With this the night of my sorrow closed over me and the sun of my joy set; I was left with no light in my eyes and no power of reason in my understanding. I could not find the way into her house, I could not even move, but considering how important my presence was to whatever might occur, I did the best I could to rouse myself, and I walked into her house; since I knew all its entrances and exits very well, and especially because of the secret tumult that reigned there, no one saw me; unseen, I was able to hide in the alcove of a window in the drawing room, concealed by two tapestries hanging next to each other, and looking between them; unseen, I could see everything that happened in the drawing room. How can I tell you now about the pounding of my heart as I stood there, or the thoughts that occurred to me, or the deliberations I made? For there were so many and were of such a nature that they cannot and should not be told. It is enough for you to know that the bridegroom entered the drawing room unadorned, wearing the ordinary clothes he usually wore. As best man he had one of Luscinda’s first cousins, and in the entire drawing room there was no outsider but only the servants of the house.

A short while later, Luscinda emerged from an antechamber, accompanied by her mother and two of her lady’s maids, and she was dressed and adorned as handsomely as her rank and beauty deserved, the very perfection of courtly elegance and charm. My uncertainty and confusion did not permit me to observe and notice the particulars of what she was wearing; I could see only the colors, which were scarlet and white, and the brilliance of the gems and jewels on her headdress and all over her costume, all of it surpassed by the singular beauty of her lovely blond tresses, which, in comparison to the precious stones, and the light from the four flambeaux in the drawing room, offered greater brilliance to the eye. O memory, mortal enemy of my repose! What is the good of picturing for me now the incomparable beauty of my adored enemy? Would it not be better, cruel memory, if you recalled and pictured for me what she did then, so that I, moved by so manifest a wrong, can attempt, if not to avenge it, at least to lose my own life?

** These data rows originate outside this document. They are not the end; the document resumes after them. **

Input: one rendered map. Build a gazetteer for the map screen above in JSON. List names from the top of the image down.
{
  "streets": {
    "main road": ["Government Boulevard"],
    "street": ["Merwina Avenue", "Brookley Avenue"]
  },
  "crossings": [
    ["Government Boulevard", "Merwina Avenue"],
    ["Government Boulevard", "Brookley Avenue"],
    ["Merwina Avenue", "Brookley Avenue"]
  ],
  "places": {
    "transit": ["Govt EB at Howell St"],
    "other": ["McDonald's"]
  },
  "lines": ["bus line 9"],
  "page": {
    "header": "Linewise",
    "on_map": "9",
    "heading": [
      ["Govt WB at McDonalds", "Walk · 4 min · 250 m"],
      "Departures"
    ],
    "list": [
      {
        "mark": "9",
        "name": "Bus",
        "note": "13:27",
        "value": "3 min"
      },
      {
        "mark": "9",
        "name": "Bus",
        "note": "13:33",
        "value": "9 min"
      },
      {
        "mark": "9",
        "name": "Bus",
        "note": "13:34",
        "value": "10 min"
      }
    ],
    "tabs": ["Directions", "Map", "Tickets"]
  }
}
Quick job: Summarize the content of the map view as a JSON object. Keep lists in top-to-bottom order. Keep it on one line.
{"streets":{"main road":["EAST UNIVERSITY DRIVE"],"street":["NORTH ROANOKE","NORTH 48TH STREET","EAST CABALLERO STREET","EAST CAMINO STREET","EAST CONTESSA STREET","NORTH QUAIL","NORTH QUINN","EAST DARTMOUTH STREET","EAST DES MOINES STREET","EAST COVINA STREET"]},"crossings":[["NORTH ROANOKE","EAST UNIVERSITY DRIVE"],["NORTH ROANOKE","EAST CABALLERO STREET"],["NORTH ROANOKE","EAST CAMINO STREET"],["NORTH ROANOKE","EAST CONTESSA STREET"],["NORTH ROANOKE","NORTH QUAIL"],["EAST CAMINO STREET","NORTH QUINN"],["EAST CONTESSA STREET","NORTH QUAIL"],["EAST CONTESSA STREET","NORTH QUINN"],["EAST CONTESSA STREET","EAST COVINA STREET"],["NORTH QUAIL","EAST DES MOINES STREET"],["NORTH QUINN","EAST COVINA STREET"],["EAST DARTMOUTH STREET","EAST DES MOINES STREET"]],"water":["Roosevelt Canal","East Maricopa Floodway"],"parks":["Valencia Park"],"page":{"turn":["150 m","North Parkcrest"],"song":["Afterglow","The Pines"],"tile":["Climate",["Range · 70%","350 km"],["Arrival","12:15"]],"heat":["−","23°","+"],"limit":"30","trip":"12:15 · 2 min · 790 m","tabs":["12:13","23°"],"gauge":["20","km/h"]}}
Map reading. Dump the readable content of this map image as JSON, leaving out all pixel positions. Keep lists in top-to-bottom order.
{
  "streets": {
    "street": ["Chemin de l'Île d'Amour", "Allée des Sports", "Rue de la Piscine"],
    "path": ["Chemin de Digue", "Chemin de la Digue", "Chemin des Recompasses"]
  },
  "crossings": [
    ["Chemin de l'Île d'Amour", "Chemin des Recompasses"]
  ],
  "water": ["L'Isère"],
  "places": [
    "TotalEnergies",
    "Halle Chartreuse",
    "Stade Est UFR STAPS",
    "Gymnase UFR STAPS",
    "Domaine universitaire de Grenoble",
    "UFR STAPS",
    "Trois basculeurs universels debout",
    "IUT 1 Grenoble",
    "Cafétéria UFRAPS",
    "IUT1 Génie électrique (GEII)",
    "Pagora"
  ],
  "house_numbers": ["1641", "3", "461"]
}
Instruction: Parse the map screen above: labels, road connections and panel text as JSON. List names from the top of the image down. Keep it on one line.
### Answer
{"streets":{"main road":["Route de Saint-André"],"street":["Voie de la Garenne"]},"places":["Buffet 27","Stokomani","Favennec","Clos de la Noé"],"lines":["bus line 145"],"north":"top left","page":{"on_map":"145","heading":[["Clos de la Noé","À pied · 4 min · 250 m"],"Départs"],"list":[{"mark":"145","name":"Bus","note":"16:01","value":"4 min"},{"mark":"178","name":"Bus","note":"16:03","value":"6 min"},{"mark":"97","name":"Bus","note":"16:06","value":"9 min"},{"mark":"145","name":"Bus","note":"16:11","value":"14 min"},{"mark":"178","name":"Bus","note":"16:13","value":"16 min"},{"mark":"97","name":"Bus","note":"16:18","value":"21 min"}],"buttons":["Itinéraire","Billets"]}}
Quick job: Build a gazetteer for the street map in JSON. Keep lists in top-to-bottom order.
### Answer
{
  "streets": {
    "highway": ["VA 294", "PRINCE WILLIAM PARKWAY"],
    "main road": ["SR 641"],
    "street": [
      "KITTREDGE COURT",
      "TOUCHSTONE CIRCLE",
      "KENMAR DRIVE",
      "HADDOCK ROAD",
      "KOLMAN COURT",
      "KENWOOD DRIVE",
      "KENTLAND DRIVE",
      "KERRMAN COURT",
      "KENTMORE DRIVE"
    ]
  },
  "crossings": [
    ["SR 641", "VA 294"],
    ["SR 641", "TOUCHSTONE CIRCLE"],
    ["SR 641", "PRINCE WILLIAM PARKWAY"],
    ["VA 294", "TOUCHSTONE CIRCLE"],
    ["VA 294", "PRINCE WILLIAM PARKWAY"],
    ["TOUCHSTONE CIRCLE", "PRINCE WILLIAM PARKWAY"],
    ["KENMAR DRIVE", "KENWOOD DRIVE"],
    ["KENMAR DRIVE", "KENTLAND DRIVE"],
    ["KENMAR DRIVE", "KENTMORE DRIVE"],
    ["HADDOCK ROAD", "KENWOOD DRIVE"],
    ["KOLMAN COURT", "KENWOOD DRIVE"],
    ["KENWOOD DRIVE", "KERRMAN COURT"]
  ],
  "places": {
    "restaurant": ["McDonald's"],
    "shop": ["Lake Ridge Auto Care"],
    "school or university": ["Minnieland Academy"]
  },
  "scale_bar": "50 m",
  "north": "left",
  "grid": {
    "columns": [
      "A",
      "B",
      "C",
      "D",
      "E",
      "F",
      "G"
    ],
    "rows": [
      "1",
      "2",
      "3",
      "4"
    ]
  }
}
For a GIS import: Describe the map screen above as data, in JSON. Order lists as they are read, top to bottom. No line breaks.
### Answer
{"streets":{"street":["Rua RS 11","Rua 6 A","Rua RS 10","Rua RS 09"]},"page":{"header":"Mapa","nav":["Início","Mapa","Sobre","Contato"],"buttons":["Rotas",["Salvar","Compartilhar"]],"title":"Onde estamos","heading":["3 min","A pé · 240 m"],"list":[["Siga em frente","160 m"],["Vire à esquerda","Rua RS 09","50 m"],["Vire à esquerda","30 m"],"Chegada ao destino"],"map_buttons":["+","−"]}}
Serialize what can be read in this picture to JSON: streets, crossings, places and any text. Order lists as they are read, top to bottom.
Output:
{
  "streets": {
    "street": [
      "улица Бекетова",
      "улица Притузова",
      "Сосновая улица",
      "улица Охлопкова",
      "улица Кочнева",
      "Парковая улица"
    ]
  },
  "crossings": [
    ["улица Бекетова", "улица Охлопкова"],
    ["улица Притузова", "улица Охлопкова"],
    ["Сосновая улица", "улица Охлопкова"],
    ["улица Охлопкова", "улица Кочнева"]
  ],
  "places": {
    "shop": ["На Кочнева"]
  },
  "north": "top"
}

Do not be vexed, Señores, at hearing these digressions of mine, for my grief is not the kind that can or should be recounted succinctly and in passing, for each of its circumstances seems to me worthy of a long discourse.”

To which the priest responded that not only were they not vexed at listening to him, they were pleased by the details he recounted, for they were of the sort that should not be passed over in silence and deserved the same attention as the principal part of the story.

“Well, then,” Cardenio continued, “when we were all in the drawing room, the parish priest came in and took both of them by the hand in order to do what the ceremony requires, and when he said: ‘Do you, Señora Luscinda, take Señor Don Fernando, here present, to be your lawful wedded husband, as decreed by Holy Mother Church?’ I extended my head and neck between the two tapestries, and with attentive ears and my soul in distress I listened for Luscinda’s response, expecting her reply to be either a sentence of death or the affirmation of my life. Oh, if only I had dared to come out then and shout: ‘Ah, Luscinda, Luscinda! Think what you are doing; consider what you owe me; remember that you are mine and cannot belong to another! Realize that your saying yes and the end of my life are all one! Ah, you traitor, Don Fernando, thief of my glory, death of my life! What do you want? What are you seeking? Consider that as a Christian you cannot attain the object of your desires because Luscinda is my wife and I am her husband.’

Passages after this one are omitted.